Several banks have announced that they will be operating reduced opening hours as well as imposing social distancing measures in their branches.
Many are therefore advising that you only visit a bank branch if absolutely necessary and are encouraging people to use their online banking and app services instead.
The government has introduced a number of temporary measures to help workers who have to take time off work to self-isolate.
On Monday 9 March, the government confirmed that any claimants who can't attend their job centre appointment due to being in self-isolation should tell their work coaches and they won't be sanctioned.
However, this is at the discretion of the work coach, who must be contacted before the appointment is due.
Under normal circumstances, Universal Credit claimants would need to meet their work coach to demonstrate their claimant commitments. Failure to do so results in a '', which is when your benefits are cut.
Self-employed and gig economy workers will also be able to apply for Universal Credit or new-style employment and support allowance (ESA) to compensate for the fact that they're not entitled to statutory sick pay.
However, the Department for Work and Pensions (DWP) has confirmed that the pre-existing £16,000 savings limit will continue to apply; anyone with more than £16,000 in savings will not be eligible for Universal Credit payments.
Advances for Universal Credit are available immediately (as the benefit usually takes around five weeks to set up).
We're calling for the financial regulator to extend its help for consumers facing financial difficulties due to COVID-19 into 2021.

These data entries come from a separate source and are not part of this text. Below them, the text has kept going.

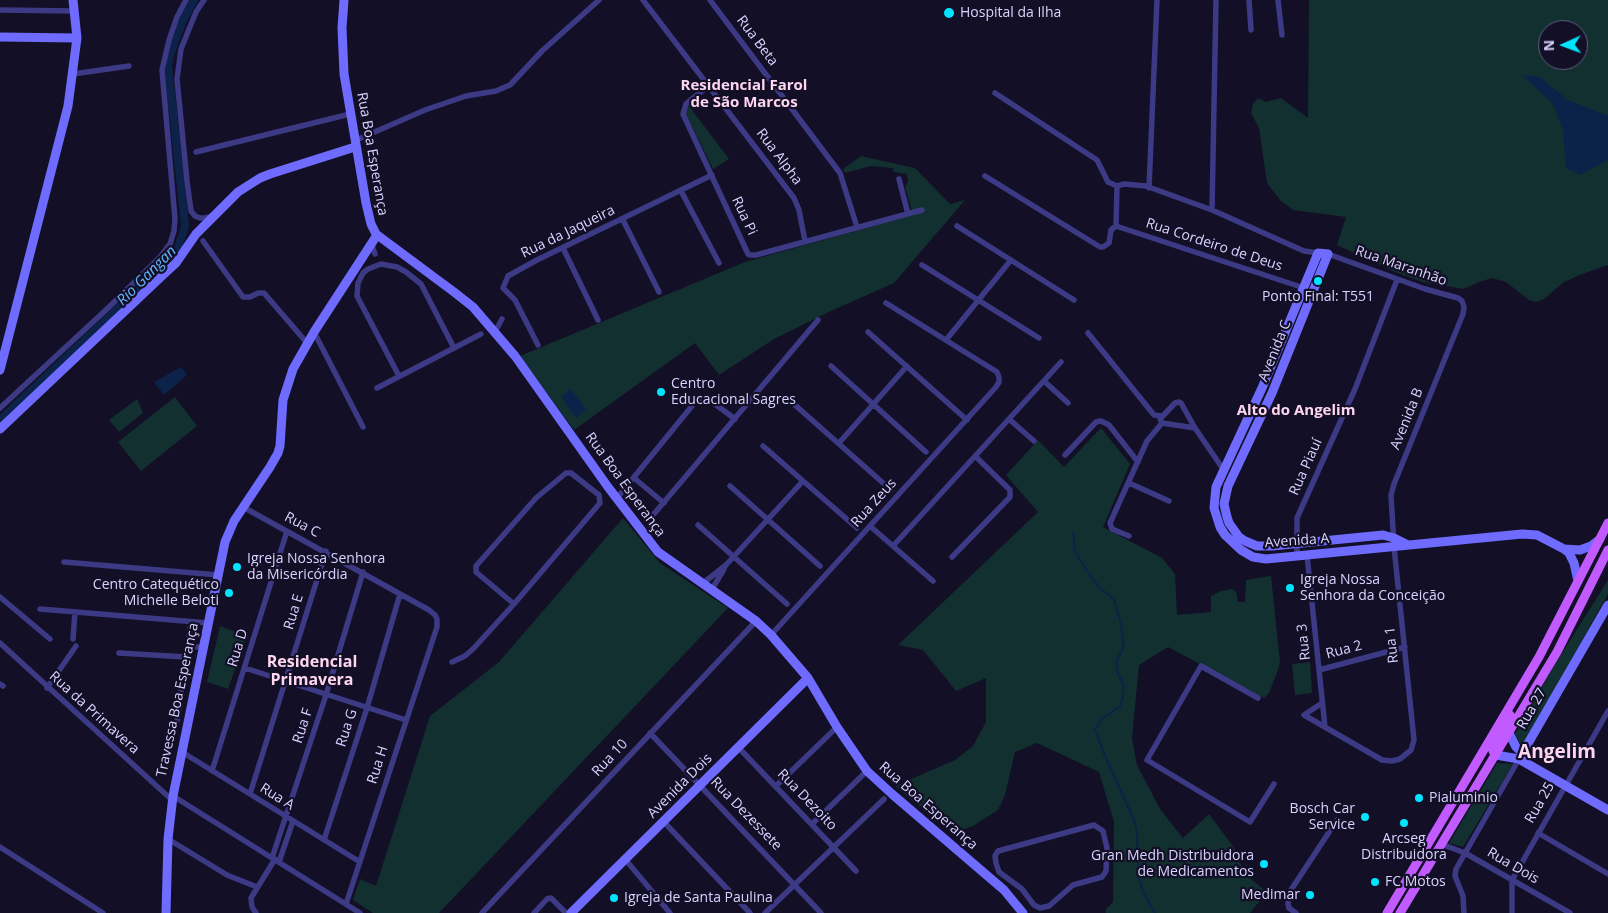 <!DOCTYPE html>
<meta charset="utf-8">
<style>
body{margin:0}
#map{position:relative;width:1608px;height:913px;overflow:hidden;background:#130f26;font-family:"Open Sans",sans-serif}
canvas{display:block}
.north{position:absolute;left:1538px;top:20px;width:50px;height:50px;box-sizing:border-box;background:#130f26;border:1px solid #625e7d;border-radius:50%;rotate:268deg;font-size:14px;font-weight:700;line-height:20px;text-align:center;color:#d9d4ff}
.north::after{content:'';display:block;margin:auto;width:18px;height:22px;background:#00e5ff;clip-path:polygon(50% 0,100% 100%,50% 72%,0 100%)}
</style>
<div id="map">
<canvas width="1608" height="913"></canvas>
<div class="north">N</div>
</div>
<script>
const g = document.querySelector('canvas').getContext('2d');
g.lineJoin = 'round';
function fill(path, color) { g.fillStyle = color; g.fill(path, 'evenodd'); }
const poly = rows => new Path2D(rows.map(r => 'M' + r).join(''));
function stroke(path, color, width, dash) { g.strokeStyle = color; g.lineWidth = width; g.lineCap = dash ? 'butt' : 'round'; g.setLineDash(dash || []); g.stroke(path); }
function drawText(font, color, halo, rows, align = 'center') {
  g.font = font + ' "Open Sans",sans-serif'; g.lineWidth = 4.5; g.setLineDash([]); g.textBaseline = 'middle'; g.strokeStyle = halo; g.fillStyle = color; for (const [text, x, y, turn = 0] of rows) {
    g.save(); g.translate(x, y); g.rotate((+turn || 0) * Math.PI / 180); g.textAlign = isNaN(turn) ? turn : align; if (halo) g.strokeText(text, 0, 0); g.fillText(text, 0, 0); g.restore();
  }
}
fill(poly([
 [1309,0,1608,0,1608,265,1582,274,1564,282,1544,299,1536,302,1529,300,1506,282,1492,278,1479,282,1464,289,1423,282,1395,272,1337,245,1346,217,1293,210,1281,201,1267,183,1259,128,1251,113,1253,104,1258,98,1266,102,1281,98,1308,118],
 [1548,30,1578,30,1578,60,1548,60],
 [689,106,729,159,713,169,685,112,685,109],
 [861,156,915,168,950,204,965,200,894,283,831,311,774,339,719,375,695,343,574,430,520,356,745,262,913,215,905,187,908,181,907,174,894,172,893,168,871,166,845,173,843,169],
 [175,397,197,426,141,471,118,442],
 [137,399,143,413,119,432,109,420],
 [1101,428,1130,464,1103,527,1162,558,1175,574,1177,615,1211,612,1211,596,1221,591,1232,589,1236,592,1238,602,1245,602,1246,580,1271,576,1280,662,1278,670,1269,693,1264,698,1168,647,1139,665,1132,738,1137,765,1160,809,1183,838,1209,814,1235,849,1236,855,1246,875,1267,892,1250,913,1106,913,1106,909,1113,902,1114,822,1099,772,1037,743,1015,752,1005,795,998,810,973,826,952,833,895,786,955,760,973,746,986,722,986,678,956,691,923,650,898,645,1038,512,1006,475,1038,440,1064,467],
 [623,518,660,563,728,608,439,913,373,913,353,900,360,879,376,886,430,716,499,662],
 [1608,580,1608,594,1522,747,1515,734,1554,666],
 [220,626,247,636,228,689,207,682],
 [1310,662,1312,693,1295,695,1292,664],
 [1497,763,1513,764,1463,847,1449,843]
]), '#12302f');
fill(poly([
 [1522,75,1540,77,1568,100,1608,116,1608,160,1580,175,1566,168,1563,131,1553,104],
 [181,367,187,375,164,395,154,382],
 [570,388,586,409,576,418,561,397]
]), '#0c2248');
stroke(poly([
 [1073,532,1075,551,1087,571,1100,588,1114,599,1121,624,1124,646,1116,662,1117,671,1124,687,1123,697,1120,706,1101,720,1095,729,1105,756,1134,820,1137,832,1138,875,1143,892,1155,913]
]), '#0c2248', 2);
stroke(poly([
 [0,420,167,262,178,248,185,227,184,215,168,66,170,55,183,20,194,0]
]), '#0c2248', 8);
stroke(poly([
 [204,0,196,12,181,49,177,79,187,181,191,211,195,216,200,218,205,218,211,216],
 [643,0,794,198,799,210,805,241],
 [710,0,840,173,857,227],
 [1249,0,1251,30],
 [1278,0,1282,35],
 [0,10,75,11],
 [73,74,129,66],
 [708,86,686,104,683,114,748,254,750,255,756,255,922,210],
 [995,93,1097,160,1108,182,1117,186],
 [354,141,425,110,466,96,496,91,510,85,542,51,599,0],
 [196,152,350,114],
 [985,176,1100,247,1103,247,1109,243,1111,230,1116,226],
 [899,179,908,214],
 [1117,186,1124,184,1146,186,1212,210,1304,251,1318,253],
 [1149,188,1157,0],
 [681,191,719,263],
 [1212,210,1216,0],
 [623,220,659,292],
 [957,226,1074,300],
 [1116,226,1304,288],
 [1116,226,1117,186],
 [203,241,243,297,250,297,258,293,264,293,307,343],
 [371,243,375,254],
 [563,248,598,320],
 [922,265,1039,338],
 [314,332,363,427],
 [495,332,502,319],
 [868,332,967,420],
 [1088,333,1154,415,1161,416],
 [946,340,1011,260],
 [538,345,515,300,503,288,508,276,537,260,712,175],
 [831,366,926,452],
 [399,376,357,296,358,283,363,273,368,269,381,264,397,267,406,272,421,284,454,348],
 [1044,381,1068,403],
 [377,388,481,334],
 [795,405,891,490],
 [0,408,108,308,160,257,170,244,174,231,175,219,162,70,169,40,177,17,186,0],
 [1009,419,1034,441],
 [1195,428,1162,423,1160,419,1175,403,1179,402,1181,403,1195,428,1223,469],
 [839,443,907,366],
 [763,446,857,528],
 [1065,455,1096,422,1101,421,1109,425,1138,462],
 [634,478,664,503],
 [1129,483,1169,501],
 [730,486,820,566],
 [617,498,696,401,701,398,707,398,735,419],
 [243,507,429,610,435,615,437,619,437,627,346,904],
 [648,521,818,320],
 [698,525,787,604],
 [870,526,933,581],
 [1129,536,1112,529,1110,523,1147,441,1162,423],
 [893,546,1061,362],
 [1307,555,1325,727],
 [1297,556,1297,518,1355,389,1397,280],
 [952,557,1010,497,1010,490,975,456],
 [64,562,218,575],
 [702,584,726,565,803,481],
 [711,591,724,569],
 [0,597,50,639],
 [40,609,208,623],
 [771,635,996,387,999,382,999,377,997,372,886,303],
 [73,639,75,612],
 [0,643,172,800],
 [187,647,204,647],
 [119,653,186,657],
 [452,662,465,656,473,649,514,604,600,503,599,495,571,473,566,473,536,498,476,566,476,572,514,604],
 [245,668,406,720],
 [1319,670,1405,647],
 [0,684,3,686],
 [47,688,76,646],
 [1258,698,1201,666,1147,760,1250,822,1274,784],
 [1322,703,1304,715,1382,760,1392,761,1400,759,1411,750,1414,740,1394,547,1391,495,1394,484,1463,314,1464,307,1462,301,1458,298,1425,289,1328,254],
 [177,721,191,622],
 [650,733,821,913],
 [738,747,856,871],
 [182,752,360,862],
 [212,771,287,531],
 [776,786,837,727],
 [250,794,326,551],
 [173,796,360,913],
 [663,821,750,913],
 [812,824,867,771],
 [1094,825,1103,831,1107,848,1106,871,1102,877,1073,885,1049,906,1040,908,1034,905,1022,889,999,872,996,863,995,856,998,851,1094,825],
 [1538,833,1608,874],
 [168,839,227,875,257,887],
 [324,840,367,708,400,594],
 [1441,844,1465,853,1570,913],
 [0,847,103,913],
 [272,858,326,695,363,572],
 [625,859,670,913],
 [279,862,293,821],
 [256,913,252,907,251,898,275,859],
 [482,913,756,621],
 [534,913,547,899,551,898,566,913],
 [765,913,884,799],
 [1296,913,1289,908,1288,904,1289,893,1337,820],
 [1464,913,1463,896,1455,876,1456,869,1519,759],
 [1512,913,1512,880,1608,711]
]), '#3d3a85', 5.5);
stroke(poly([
 [344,0,342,28,344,74,366,203,371,224,376,234,454,292,473,307,515,356,608,487,658,552,756,621,771,635,808,678,837,727,867,771,892,794,1004,890,1023,913],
 [0,37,77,38],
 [0,370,68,106,77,38,73,0],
 [0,429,164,274,176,263,196,234,238,192,260,178,270,174,355,147],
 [1408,545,1394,538,1383,535,1272,546,1257,546,1245,541,1239,537,1229,523,1227,517,1224,504,1228,486,1272,393,1328,254,1318,253,1262,388,1216,487,1214,508,1220,527,1225,535,1241,550,1253,557,1266,559,1522,534,1537,535,1564,549,1569,553,1574,563,1578,581],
 [1564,549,1580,550,1591,546,1600,539],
 [1509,733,1516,747,1526,756],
 [1496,755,1519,759,1608,810],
 [1519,759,1608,605],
 [166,913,168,839,173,796,225,542,234,521,270,467,278,453,280,446,283,400,293,369,314,332,377,235],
 [571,913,808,678]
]), '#6f6bff', 9);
stroke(poly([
 [1496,755,1493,751,1494,744,1510,715],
 [1387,913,1539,657,1608,523],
 [1400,913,1557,652,1608,550]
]), '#c25bff', 9);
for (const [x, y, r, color] of [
 [949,13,6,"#00e5ff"],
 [1318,281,5,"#00e5ff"],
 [661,392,5,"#00e5ff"],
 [237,567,5,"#00e5ff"],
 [1290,588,5,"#00e5ff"],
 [229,593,5,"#00e5ff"],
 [1419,798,5,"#00e5ff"],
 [1365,817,5,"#00e5ff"],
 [1404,823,5,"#00e5ff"],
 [1264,864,5,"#00e5ff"],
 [1375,882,5,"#00e5ff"],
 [1310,895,5,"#00e5ff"],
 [614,898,5,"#00e5ff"]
]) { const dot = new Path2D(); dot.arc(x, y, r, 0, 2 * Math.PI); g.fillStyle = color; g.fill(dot); stroke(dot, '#130f26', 2); }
drawText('14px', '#d9d4ff', '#130f26', [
 ["Hospital da Ilha",960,13],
 ["Ponto Final: T551",1318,297,"center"],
 ["Centro",671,384],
 ["Educacional Sagres",671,400],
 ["Igreja Nossa Senhora",247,559],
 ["da Misericórdia",247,575],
 ["Igreja Nossa",1300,580],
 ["Senhora da Conceição",1300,596],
 ["Centro Catequético",219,585,"right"],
 ["Michelle Beloti",219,601,"right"],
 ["Pialuminio",1429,798],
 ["Bosch Car",1355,809,"right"],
 ["Service",1355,825,"right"],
 ["Arcseg",1404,839,"center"],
 ["Distribuidora",1404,855,"center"],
 ["Gran Medh Distribuidora",1254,856,"right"],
 ["de Medicamentos",1254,872,"right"],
 ["FC Motos",1385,882],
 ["Medimar",1300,895,"right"],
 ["Igreja de Santa Paulina",624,898]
], 'left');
drawText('14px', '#d9d4ff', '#130f26', [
 ["Rua Beta",757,41,53],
 ["Rua Boa Esperança",372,154,80],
 ["Rua Alpha",779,157,53],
 ["Rua Pi",744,216,65],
 ["Rua da Jaqueira",568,232,-26],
 ["Rua Cordeiro de Deus",1214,245,18],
 ["Rua Maranhão",1401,266,19],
 ["Avenida C",1275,351,-68],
 ["Avenida B",1407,419,-68],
 ["Rua Piauí",1306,467,-66],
 ["Rua Boa Esperança",625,485,54],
 ["Rua Zeus",874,503,-48],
 ["Rua C",302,525,28],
 ["Avenida A",1297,541,-4],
 ["Rua E",294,612,-73],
 ["Rua 3",1304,642,-96],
 ["Rua 1",1392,645,-96],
 ["Rua D",238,648,-73],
 ["Rua 2",1344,650,-15],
 ["Travessa Boa Esperança",178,700,-78],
 ["Rua 27",1532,709,-60],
 ["Rua da Primavera",94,713,42],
 ["Rua F",303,726,-72],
 ["Rua G",347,728,-72],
 ["Rua 10",610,758,-47],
 ["Rua H",378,765,-72],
 ["Avenida Dois",680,786,-45],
 ["Rua A",277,797,32],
 ["Rua Dezoito",807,800,46],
 ["Rua 25",1540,803,-60],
 ["Rua Boa Esperança",928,806,41],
 ["Rua Dezessete",746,814,46],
 ["Rua Dois",1513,866,30]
]);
drawText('bold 15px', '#ffd6f0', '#130f26', [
 ["Residencial Farol",744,86],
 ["de São Marcos",744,103],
 ["Alto do Angelim",1296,411]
]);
drawText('italic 15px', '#62b6ff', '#130f26', [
 ["Rio Gangan",147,276,-45]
]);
drawText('bold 16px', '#ffd6f0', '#130f26', [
 ["Residencial",312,662],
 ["Primavera",312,680]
]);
drawText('bold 19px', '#ffd6f0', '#130f26', [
 ["Angelim",1557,753]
]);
</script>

Our submission to the FCA recommends the following protections to prevent households facing a financial cliff edge when payment holidays, interest-free overdrafts and the furlough scheme come to an end.
Gareth Shaw, head of money at Which?, says: 'The regulator has acted quickly and effectively to help those struggling due to the pandemic, but it must be prepared to take further bold action to prevent millions of people from being hit by a perfect storm of financial pressures in the coming months.
'The huge number of payment holidays taken highlights the scale of financial difficulty people in this country are facing - a situation that is likely to become worse as support measures such as the furlough scheme come to an end.
'The regulator must treat all consumers fairly - ensuring that financial support is still provided to those who need it and also available for those who may face financial problems for the first time after 31 October.'
Experts from across Which? have been compiling the advice you need to stay safe and make sure you're not left out of pocket.
This story was published in March and has been updated since then. The last update was on 2 October with information about the FCA's confirmed plans for tailored ongoing support.